- **EXERCISE DIRECTIONS**
Below are records. Find each line in them that holds the word "shadow" and copy it.

- **RECORDS TO PROCESS**
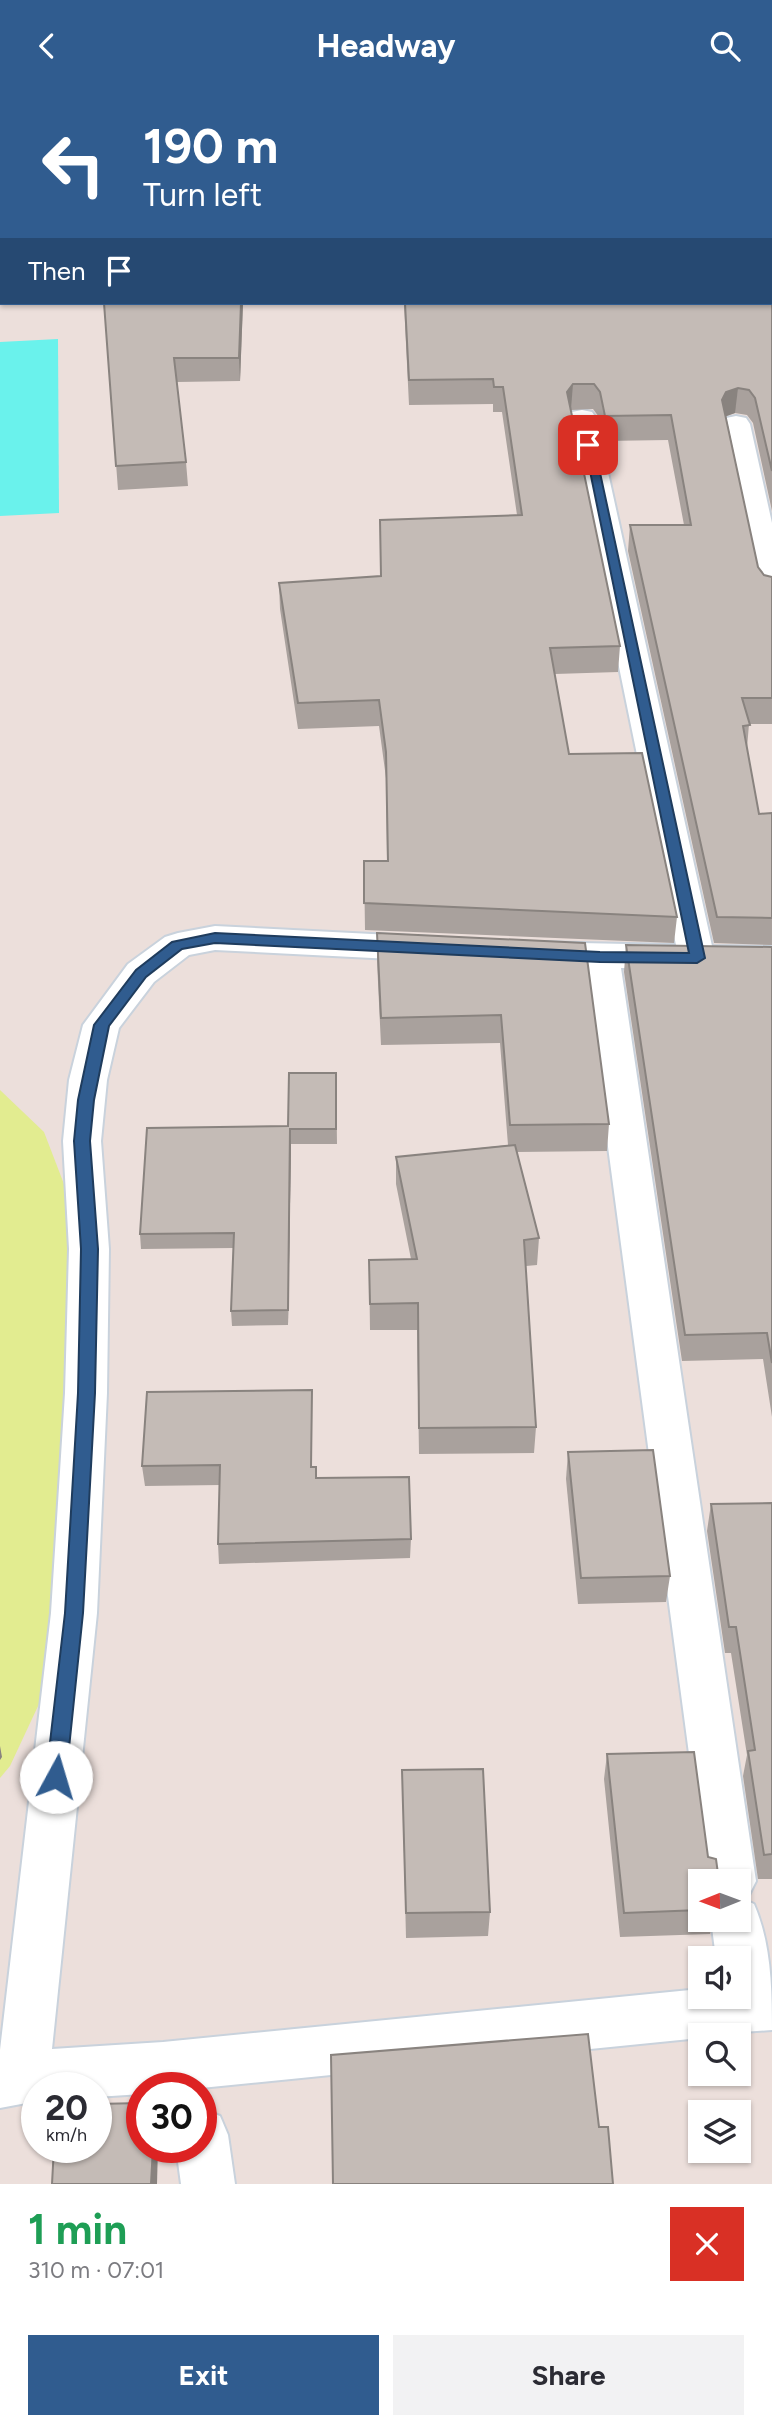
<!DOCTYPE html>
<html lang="en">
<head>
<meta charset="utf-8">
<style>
	:root { --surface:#fff; --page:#f2f2f3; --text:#2b2b33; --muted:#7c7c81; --accent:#305c8f }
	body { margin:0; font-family:Figtree,sans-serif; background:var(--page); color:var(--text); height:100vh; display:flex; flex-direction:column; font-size:26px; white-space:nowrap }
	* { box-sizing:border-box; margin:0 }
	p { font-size:23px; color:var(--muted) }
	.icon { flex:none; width:38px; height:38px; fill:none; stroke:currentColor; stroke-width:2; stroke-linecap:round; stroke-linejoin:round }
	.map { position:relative; height:2093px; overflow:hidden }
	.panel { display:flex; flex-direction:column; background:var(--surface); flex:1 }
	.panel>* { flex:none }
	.top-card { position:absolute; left:0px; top:0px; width:774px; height:214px; box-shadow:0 2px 5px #0004; background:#305c8f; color:#fff; overflow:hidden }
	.needle { width:46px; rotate:269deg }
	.fabs { position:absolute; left:688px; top:1778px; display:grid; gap:14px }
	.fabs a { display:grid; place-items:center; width:63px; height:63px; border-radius:0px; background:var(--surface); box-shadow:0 2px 5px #0004; font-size:35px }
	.speed { position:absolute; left:21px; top:1981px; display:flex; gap:14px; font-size:35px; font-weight:700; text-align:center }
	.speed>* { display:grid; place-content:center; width:91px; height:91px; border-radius:50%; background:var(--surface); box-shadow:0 2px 5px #0004; line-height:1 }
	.speed small { font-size:18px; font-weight:400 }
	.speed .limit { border:10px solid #d22; background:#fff; color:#111 }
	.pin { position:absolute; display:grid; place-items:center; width:60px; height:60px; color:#fff; margin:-30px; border-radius:14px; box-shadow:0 4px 10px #0006 }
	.me { position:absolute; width:77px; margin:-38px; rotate:6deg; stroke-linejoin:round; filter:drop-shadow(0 0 5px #0008) }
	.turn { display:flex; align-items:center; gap:24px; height:147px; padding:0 28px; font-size:32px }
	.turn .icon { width:91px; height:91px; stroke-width:2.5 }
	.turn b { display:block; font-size:49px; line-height:60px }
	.then { display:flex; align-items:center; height:66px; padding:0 28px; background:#0003; gap:14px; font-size:26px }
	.round { display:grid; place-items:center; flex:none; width:74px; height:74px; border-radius:0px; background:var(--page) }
	.overview { display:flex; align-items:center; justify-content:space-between; height:119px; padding:0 28px }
	h1 { font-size:42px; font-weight:700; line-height:52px; color:#1e9e55 }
	.cta { display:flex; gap:14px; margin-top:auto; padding:14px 28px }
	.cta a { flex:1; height:80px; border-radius:0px; background:var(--accent); color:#fff; font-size:28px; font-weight:700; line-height:80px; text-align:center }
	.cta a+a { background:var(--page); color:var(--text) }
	header { display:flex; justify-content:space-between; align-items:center; height:91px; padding:0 28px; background:var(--accent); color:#fff; font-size:32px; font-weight:700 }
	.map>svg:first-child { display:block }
	.pitch { fill:#e2ec90 }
	.water { fill:#6af2ec }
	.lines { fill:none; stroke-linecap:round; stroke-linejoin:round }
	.minor-casing { stroke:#c9d2dc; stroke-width:4 }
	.major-casing { stroke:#c3c3c3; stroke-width:4 }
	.minor { fill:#fff; fill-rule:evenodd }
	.major { fill:#f49f57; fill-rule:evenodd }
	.wall { fill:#a9a19d }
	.shaded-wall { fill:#89837f }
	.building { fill:#c4bbb6; stroke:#89837f; stroke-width:2 }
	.route { fill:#305c8f; stroke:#1f3c5d; stroke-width:2 }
</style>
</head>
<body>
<header><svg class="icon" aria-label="back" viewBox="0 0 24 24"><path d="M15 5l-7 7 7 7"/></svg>Headway<svg class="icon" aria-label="search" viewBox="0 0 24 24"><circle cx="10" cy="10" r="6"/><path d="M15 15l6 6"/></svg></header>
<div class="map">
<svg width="772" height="2093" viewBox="0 0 772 2093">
	<rect width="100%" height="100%" fill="#ecdfdb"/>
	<path class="pitch" d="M0,999L44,1041L87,1153L68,1551L10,1675L0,1687Z"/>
	<path class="water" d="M58,248L59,422L0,425V251Z"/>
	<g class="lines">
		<g class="minor-casing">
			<g id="minor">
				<path d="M582,319L592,321L596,327L712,855L772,856V880L621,877L756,1790L748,1806L743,1808L754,1813C771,1852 772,1897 772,1939L700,1944V1947L201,1997H142V2003L96,2006V1997H37V2010L0,2017V1959L51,1522L65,1302L69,1158L63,1050L69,989L83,934L128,873L165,846L178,842L215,835L431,846L444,850L449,858L444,866L431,870L215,859L189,864L154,891L119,937L107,989L101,1050L109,1158L107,1302L97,1522L52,1958L163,1951L700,1898V1906H738V1867H716L711,1829H738V1790H706L584,876L533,875L520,871L515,863L520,855L533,851L676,854L568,327L572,321Z"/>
				<path d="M736,325L746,327L750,333L772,432V510L761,507L757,501L722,333L726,327Z"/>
				<path d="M201,2018L220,2025L228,2044L235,2093H181L176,2056H201Z"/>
			</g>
		</g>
		<g class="major-casing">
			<g id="major">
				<path d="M472,0H500L471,2Z"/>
				<path d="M0,107H2L0,122Z"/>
			</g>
		</g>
		<use href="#minor" class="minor"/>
		<use href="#major" class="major"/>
	</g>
	<g class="wall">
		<path d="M772,134V420L753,332L747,324L735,322L726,325L758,476L764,484L772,486V633H749L747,657L759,723L772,722V854L714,852L628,460L630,434H684L668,349L604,350L599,326L593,318L571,319L620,555L618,581L555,583L569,663L677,826L674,852L365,839L364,770H387L386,687L379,635L298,638L280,518L279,492L381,485L380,429L517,424L502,321H493V313L409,314L404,212H772Z"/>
		<path d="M104,212H243L240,290L177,291L186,371L188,395L118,399Z"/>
		<path d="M377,842L585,852L609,1033L607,1060L517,1061L539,1147L537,1174L526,1175L536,1336L534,1362L419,1363L417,1239H370L369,1169L411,1168L396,1093V1066L508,1054L500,952L381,954L377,870Z"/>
		<path d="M626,854L772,856V1326L763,1268L682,1270L624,881Z"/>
		<path d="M336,982L337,1053H291L288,1234L232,1235L231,1220L233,1157L141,1158L140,1143L288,1035Z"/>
		<path d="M312,1319V1376L316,1387L411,1448L410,1467L219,1473L218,1453L220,1394L145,1395L142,1375Z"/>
		<path d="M568,1361L670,1485L666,1511L578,1513L566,1388Z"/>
		<path d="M772,1412V1788H758L743,1685L747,1664L731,1562H725L707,1440L711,1413Z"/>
		<path d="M607,1663L700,1790V1829H713L710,1843L620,1846L604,1688Z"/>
		<path d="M402,1679L490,1821L488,1845L406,1847Z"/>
	</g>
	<g class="shaded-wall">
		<path d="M241,212H243L240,290L239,267Z"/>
		<path d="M573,293L571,318L566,326L567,301Z"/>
		<path d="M738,297L735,322L724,326L722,309L726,301Z"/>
		<path d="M290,1038L291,1053L288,1234V1219Z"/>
		<path d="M0,1655L2,1666L0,1669Z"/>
		<path d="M153,2056H158L157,2093H151Z"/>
	</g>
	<g class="building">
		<path d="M772,134V380L755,307L749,299L738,297L726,301L722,309L758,476L764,484L772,486V607H742L750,634L743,635L759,723L772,722V827L717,826L630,434H691L671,324L605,325L600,301L594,293H573L567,301L620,555L550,557L569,663L642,662L677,826L364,812V770H388L386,661L379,609L298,612L279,492L381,485L380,429L522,424L503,296H494L493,288L409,289L405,212H772Z"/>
		<path d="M104,212H241L239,267H174L186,371L116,375Z"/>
		<path d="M377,842L585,852L609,1033L510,1034L501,924L381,927Z"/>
		<path d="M626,854L772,856V1272L767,1242L685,1244Z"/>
		<path d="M289,982H336V1038H290L288,1219L231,1220L234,1142L140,1143L147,1037L288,1035Z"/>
		<path d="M515,1054L539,1147L524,1149L536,1336L419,1337L418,1212L370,1213L369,1169L417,1168L396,1066Z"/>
		<path d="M312,1299L311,1376H316V1387L409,1386L411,1448L218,1453L220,1374L142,1375L147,1301Z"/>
		<path d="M653,1359L670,1485L581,1487L568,1361Z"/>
		<path d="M772,1412V1763L764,1764L748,1660L755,1659L736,1536H729L711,1413Z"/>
		<path d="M694,1661L708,1766L716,1768L719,1790H700V1819L624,1822L607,1663Z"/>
		<path d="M483,1678L490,1821L406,1822L402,1679Z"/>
		<path d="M588,1943L599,2036H608L613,2093H333L331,1964Z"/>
		<path d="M142,2012V2056H153L151,2093H52L54,2056H96V2013Z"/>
	</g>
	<path class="route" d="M584,351L594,354L705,867L697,872L600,871L215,852L182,858L146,886L109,935L94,1009L90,1050L98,1158L95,1302L83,1522L66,1686L63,1692L56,1695L49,1692L46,1686L65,1522L78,1302L81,1158L74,1050L78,1009L94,934L136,879L172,851L215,842L600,861L689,862Z"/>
</svg>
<div class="fabs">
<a><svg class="needle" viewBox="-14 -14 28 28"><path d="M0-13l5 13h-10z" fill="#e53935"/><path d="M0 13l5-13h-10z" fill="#7c7c81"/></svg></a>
<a><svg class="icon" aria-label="sound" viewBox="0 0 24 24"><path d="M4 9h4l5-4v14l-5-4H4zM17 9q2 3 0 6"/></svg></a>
<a><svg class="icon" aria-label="search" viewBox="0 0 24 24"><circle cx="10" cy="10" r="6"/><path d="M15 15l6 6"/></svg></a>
<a><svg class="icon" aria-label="layers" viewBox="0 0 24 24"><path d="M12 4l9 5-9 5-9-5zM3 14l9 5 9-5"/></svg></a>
</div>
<div class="speed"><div>20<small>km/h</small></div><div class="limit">30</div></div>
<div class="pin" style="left:588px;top:354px;background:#d93025"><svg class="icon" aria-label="arrive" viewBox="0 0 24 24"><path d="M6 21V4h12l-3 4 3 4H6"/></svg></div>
<svg class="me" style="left:56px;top:1686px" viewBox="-20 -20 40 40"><circle r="19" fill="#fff"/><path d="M0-13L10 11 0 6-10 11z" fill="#305c8f"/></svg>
<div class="top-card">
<div class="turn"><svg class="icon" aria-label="left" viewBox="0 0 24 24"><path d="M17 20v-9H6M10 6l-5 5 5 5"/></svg><div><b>190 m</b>Turn left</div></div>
<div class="then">Then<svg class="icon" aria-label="arrive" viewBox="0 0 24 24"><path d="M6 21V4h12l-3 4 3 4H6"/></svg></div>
</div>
</div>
<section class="panel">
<div class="overview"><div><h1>1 min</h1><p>310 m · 07:01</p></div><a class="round" style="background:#d93025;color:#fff"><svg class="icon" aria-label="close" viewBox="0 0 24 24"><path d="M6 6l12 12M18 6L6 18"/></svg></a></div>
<div class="cta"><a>Exit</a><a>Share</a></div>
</section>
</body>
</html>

- **OUTPUT FOR THIS EXERCISE**
	.top-card { position:absolute; left:0px; top:0px; width:774px; height:214px; box-shadow:0 2px 5px #0004; background:#305c8f; color:#fff; overflow:hidden }
	.fabs a { display:grid; place-items:center; width:63px; height:63px; border-radius:0px; background:var(--surface); box-shadow:0 2px 5px #0004; font-size:35px }
	.speed>* { display:grid; place-content:center; width:91px; height:91px; border-radius:50%; background:var(--surface); box-shadow:0 2px 5px #0004; line-height:1 }
	.pin { position:absolute; display:grid; place-items:center; width:60px; height:60px; color:#fff; margin:-30px; border-radius:14px; box-shadow:0 4px 10px #0006 }
	.me { position:absolute; width:77px; margin:-38px; rotate:6deg; stroke-linejoin:round; filter:drop-shadow(0 0 5px #0008) }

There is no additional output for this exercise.